La testa di Augusto, definita dall’archeologo Nicola Bonacasa come il miglior ritratto di età augustea in Sicilia, è ritornata a Centuripe, il borgo siciliano in cui fu scoperta nel 1938.

Il trasferimento dal museo Paolo Orsi di Siracusa, che per molto tempo l’ha conservata, alla cittadina ennese è stato diretto e svolto dall’impresa di allestimenti museali del nostro concittadino, Giuseppe Floridia. 

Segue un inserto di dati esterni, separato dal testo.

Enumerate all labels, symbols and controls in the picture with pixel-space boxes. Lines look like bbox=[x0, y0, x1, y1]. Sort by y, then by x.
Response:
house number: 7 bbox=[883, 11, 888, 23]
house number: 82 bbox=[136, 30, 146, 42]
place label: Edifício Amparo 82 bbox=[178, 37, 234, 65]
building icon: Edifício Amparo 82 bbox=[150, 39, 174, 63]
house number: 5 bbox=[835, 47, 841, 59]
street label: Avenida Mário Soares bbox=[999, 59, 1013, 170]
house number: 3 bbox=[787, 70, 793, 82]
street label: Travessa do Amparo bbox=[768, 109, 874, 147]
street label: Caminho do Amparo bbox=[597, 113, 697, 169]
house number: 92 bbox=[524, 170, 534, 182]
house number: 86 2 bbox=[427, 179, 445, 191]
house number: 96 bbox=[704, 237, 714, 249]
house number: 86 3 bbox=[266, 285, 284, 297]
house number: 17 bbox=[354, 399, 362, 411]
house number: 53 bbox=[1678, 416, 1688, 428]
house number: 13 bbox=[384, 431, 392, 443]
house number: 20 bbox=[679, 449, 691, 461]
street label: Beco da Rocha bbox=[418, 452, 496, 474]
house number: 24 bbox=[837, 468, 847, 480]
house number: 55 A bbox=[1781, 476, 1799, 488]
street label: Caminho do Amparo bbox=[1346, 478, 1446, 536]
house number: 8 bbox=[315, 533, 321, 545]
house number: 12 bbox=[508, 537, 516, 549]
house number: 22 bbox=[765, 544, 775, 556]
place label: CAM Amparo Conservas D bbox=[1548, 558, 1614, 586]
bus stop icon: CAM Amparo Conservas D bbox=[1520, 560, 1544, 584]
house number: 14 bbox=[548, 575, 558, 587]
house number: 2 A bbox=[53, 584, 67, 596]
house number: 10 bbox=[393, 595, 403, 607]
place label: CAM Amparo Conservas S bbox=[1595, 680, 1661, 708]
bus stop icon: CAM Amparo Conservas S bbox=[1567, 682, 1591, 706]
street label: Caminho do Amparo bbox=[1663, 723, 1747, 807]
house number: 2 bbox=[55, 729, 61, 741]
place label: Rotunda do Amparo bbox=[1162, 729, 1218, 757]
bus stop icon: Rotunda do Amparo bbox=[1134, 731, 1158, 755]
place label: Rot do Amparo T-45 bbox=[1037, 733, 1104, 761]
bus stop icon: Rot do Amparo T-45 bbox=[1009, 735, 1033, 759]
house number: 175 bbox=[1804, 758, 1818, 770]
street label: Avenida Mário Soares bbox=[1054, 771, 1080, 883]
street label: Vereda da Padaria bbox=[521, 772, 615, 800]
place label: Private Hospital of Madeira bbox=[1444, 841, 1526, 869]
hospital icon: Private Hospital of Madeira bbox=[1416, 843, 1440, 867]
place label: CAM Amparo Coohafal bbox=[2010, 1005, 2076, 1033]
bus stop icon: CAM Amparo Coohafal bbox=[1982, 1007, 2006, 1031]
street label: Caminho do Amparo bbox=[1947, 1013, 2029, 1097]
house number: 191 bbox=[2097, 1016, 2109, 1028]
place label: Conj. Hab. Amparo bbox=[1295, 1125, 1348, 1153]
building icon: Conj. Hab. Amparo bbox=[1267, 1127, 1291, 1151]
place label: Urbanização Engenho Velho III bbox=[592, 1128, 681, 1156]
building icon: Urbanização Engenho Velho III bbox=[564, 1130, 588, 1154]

Il pezzo completamente in marmo, imballato e custodito dentro una doppia cassa in legno, riempita da un materiale morbido e ammortizzante, ha viaggiato insieme al ritratto di Druso Minore e del generale Germanico, entrambi scoperti durante gli scavi condotti nel 1926. Queste le dichiarazioni rilasciate dal sindaco di Centuripe, ai microfoni del Tgr Sicilia:

Il riacquisto di questi reperti consente di ricontestualizzare il patrimonio archeologico del paese e rappresenta la riunione del complesso decorativo dell’area degli Augustales

Pertanto l’edificio degli Augustales, l’articolato complesso architettonico di età imperiale accuratamente indagato tra il 1950 e il 1951, sarà arricchito e impreziosito dall’immancabile presenza dei principali esponenti della dinastia Giulio-Claudia, i ritratti nell’appunto dell’imperatore Augusto, Druso Minore e Germanico. Oltre alle tre statue, verrà inoltre trasferita, per la durata di un quinquennio, l’intera collezione archeologica centuripina, che comprende crateri e opere fittili.

Tutto è stato possibile grazie a un accordo avvenuto tra i parchi archeologici di Catania e della Valle dell’Aci e quello di Siracusa, fortemente voluto dal sindaco del comune siciliano, Salvatore La Spina. Il reperto infatti ritorna dopo ben 83 anni dal suo ritrovamento, durante i quali peregrinazioni di vario tipo e diversi prestiti in giro per il mondo ( Roma, Berlino, Parigi), hanno tenuto lontano dal suo territorio di provenienza la testa dell’imperatore romano. Solo uno è stato il ritorno a Centuripe, nel 2011, ma si trattò semplicemente di un prestito momentaneo.

Come se non bastasse Centuripe ha anche ospitato in questi giorni il I° Festival Internazionale del cinema Archeologico “Premio Augusto”. Non è un caso allora, dati gli eventi di cui è stata protagonista la città, che Cicerone la descrivesse come “totius Siciliae multo maxima et locupletissima” ovvero “di gran lunga la più grande e la più ricca di tutta la Sicilia“.